Winter 2011. On my boat in Cherbourg Northern France. Money running out. Three months work available in the UK. But I don’t want to do it. I’m a cabinet maker, yes, but I want to work with driftwood, reclaimed timbers and recycle ‘stuff’.
So I took my remaining euros, headed south via train, bus, ferry and bus and arrived at a little beach on the North East coast of Ibiza. I’d run out of money-but I’d found my beach, small, idyllic, free and beautiful, but I had no money. Oh well!
I had a bag of tools, a hammock, a few clothes, toothbrush and a new home. I felt free, but as usual, having no money brought its own stresses. I made a few bowls, a couple of signs-but didn’t sell ‘em. I found an oak pallet washed up on the beach. I found 5 euros in change next to a rubbish bin and brought a coffee, a packet of biscuits and half an hour on the internet.

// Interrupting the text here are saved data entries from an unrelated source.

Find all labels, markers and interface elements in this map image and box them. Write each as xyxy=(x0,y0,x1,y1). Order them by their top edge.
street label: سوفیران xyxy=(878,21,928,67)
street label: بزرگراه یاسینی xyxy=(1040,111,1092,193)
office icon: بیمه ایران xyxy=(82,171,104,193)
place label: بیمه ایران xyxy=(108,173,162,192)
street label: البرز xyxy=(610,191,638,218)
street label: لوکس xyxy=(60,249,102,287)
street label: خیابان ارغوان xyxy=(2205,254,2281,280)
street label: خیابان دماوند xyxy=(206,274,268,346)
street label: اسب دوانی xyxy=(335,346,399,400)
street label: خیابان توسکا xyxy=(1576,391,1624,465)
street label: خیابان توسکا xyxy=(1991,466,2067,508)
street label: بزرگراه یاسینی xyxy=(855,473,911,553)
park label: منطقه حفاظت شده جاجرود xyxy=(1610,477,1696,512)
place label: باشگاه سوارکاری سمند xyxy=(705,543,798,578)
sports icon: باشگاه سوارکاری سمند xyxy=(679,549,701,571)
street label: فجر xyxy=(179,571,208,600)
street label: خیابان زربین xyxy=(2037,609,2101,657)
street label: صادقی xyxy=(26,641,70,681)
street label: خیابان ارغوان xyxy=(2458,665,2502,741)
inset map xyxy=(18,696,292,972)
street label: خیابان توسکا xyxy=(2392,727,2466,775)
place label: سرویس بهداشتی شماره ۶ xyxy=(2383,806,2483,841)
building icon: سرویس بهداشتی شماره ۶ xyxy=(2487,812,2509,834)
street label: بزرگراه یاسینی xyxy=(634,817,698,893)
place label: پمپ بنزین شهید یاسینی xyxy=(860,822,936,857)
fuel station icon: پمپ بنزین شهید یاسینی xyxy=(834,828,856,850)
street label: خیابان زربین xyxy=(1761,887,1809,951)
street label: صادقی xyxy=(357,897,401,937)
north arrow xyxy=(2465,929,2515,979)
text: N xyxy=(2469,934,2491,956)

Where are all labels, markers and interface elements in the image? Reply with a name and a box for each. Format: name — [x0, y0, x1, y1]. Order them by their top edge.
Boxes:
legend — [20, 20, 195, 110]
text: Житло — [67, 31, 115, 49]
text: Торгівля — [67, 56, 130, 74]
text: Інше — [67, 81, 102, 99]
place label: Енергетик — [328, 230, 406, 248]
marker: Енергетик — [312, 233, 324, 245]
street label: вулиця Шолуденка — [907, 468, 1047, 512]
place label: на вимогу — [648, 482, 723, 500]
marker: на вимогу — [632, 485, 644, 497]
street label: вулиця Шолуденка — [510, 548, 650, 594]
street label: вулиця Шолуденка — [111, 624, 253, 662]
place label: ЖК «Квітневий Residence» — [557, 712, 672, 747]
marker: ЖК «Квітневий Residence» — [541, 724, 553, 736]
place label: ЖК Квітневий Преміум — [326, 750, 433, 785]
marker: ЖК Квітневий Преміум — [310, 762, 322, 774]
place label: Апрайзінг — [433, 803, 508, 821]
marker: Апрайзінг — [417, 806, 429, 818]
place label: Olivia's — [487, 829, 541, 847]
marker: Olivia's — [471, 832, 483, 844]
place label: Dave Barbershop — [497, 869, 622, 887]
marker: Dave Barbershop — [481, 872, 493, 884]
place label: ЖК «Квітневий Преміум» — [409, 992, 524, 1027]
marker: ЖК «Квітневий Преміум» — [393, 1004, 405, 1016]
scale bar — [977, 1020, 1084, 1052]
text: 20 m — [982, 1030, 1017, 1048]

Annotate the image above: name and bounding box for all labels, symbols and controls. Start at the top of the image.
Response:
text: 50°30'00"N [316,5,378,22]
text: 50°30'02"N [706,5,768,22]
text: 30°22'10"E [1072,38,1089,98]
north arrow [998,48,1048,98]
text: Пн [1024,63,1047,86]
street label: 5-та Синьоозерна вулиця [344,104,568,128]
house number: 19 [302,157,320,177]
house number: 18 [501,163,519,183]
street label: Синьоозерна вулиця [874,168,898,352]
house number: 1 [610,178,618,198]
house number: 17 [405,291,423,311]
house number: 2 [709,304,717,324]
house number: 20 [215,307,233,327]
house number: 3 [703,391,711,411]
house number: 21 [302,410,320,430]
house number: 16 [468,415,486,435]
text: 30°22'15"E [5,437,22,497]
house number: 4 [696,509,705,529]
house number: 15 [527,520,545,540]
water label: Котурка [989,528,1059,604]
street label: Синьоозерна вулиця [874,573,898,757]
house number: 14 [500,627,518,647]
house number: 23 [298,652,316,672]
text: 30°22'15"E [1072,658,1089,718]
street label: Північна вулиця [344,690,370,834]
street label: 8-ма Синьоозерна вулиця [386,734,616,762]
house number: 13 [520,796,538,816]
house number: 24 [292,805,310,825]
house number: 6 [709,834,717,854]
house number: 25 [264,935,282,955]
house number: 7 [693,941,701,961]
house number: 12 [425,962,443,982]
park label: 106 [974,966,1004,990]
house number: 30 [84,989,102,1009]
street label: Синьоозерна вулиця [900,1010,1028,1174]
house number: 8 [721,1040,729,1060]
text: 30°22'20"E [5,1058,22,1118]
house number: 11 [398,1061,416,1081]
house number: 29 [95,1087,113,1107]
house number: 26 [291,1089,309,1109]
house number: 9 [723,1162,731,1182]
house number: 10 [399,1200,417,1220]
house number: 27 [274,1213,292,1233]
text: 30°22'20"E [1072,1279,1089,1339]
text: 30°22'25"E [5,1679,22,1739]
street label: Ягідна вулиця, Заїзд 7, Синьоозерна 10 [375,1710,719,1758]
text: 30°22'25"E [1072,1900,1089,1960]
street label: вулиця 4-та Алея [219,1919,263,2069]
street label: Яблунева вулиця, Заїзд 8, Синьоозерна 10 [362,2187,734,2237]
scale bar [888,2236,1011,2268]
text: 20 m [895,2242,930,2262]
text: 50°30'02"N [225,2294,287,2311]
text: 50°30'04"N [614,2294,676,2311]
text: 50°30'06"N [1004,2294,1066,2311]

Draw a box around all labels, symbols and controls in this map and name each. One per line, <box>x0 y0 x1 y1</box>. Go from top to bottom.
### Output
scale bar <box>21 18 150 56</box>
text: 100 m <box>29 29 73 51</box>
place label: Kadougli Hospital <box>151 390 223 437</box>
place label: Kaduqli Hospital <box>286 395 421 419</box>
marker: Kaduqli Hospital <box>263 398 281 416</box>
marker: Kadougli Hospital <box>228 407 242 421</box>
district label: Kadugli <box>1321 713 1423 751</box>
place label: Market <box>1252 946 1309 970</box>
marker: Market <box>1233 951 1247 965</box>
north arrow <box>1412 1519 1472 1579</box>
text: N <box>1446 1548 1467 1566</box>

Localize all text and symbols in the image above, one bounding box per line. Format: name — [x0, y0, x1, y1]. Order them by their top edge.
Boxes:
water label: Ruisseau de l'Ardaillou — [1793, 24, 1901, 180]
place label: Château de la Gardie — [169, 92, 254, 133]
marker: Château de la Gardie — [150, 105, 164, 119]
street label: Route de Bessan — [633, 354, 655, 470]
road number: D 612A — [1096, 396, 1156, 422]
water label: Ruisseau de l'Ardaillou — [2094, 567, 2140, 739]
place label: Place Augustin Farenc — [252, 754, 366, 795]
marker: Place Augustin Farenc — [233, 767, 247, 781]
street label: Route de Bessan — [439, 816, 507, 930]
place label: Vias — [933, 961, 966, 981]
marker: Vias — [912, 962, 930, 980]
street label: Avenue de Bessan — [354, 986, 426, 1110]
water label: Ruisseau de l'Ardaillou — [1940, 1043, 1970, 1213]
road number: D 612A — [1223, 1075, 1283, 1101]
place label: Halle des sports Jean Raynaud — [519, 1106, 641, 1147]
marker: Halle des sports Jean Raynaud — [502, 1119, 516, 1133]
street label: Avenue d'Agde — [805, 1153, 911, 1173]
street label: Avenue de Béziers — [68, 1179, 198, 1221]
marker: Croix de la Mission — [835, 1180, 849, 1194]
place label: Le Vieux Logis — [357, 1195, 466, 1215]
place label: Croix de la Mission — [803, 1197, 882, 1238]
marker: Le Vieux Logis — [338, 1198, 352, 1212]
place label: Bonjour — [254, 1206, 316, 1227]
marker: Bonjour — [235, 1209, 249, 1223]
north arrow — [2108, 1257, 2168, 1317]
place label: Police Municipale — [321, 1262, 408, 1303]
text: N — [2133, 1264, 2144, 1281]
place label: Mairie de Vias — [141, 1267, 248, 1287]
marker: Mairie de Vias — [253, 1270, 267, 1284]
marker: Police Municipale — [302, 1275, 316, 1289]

The oak pallet had potential and whilst on the internet I looked up the shortest version of the Lord’s Prayer. I decided to make something real smart, something to be really proud of and something I could sell on for a fortune!
It took me a week. Three days on the beach and then another three high up in a forest overlooking the bay. Some friends had leant me a tent and I finished the carving with my Stanley knife as my only tool on the floor of the forest with pine needles as my sweet smelling companions, birdsong as my radio, ocean views as my television.
Gallons of water were drunk. Friends supplied the odd sandwich when I visited them down on ‘their’ little beach. Each letter carved increased my resolve, each word completed heard a triumphant little cry. When finished I knew I had done a good job-and then came the moment to sell.
Two hippy markets claimed good comments and talk of God-but no euros. I was loaned money to get back to Cherbourg. I dismantled the pallet and wrapped up the planks of words, far easier to carry and bussed it, ferried it and trained it back to my boat, then trained it ferried and trained it back to Dorset. I found another pallet, prized off the planks and replaced my words. Pallet restored.
Displayed for one year in a ‘healing garden’ and the owners move on. My pallet comes back to me, yet it still won’t sell. Etsy, e bay maybe onto car boot sales. But it’s worth more than that. It’s the most rewarding piece of artwork I’ve ever done. Reduce the price? No way, I’m going to triple it and more. It’s now up for sale for £1,200. It’s worth every penny.
The pallet prayer has a home somewhere-but it’s not in my bedroom where it is at the moment. Big wide world-who wants my pallet prayer?!